5) The hypotenuse of the "12 by 16" triangle, using pythagoras' theorem, is \(\sqrt{12^2 + 16^2} = \sqrt{400} = 20\)
Then, the hypotenuse of the "12 by x" triangle, using the big triangle, is \(\sqrt{(x+16)^2 - 20^2}\)
But we also know that that side is \(\sqrt{12^2 + x^2}\)
So we can make an equation since the two are equivalent:
\(\sqrt{(x + 16)^2 - 20^2} = \sqrt{12^2 + x^2}\)

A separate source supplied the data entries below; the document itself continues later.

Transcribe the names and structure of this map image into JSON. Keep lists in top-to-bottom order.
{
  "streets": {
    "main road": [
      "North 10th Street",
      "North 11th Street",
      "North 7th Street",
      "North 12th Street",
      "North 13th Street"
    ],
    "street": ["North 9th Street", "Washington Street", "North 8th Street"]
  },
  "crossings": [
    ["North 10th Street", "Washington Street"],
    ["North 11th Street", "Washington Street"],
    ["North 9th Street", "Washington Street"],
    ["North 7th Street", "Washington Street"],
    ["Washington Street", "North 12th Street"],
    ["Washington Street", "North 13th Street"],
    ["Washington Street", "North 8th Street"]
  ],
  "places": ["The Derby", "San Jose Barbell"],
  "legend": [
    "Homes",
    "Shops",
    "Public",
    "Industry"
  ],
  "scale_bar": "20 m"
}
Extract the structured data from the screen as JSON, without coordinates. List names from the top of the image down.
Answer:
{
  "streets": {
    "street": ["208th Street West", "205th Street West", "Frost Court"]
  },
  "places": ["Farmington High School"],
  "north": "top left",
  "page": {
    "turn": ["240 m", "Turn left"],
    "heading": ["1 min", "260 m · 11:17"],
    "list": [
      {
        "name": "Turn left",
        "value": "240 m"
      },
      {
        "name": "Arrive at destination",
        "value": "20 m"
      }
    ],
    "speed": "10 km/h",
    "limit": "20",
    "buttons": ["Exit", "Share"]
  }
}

\((x + 16)^2 - 20^2 = 12^2 + x^2\)
\((x + 16)(x + 16) - x^2 = 144 + 400\)
\(x^2 - x^2 + 32x + 256 = 544\)
\(32x = 288\)
\(x = 9\)
6) This question is similar to the previous one so I won't explain in depth:
\(\sqrt{60^2 - 36^2} = 48\)
\(\sqrt{(x - 36)^2 + 48^2} = \sqrt{x^2 - 60^2}\)
\((x - 36)(x - 36) - x^2 = - 60^2 - 48^2\)
\(x^2 - x^2 - 72x + 1296 = -5904\)
\(-72x = -4608\)
\(x = 64\)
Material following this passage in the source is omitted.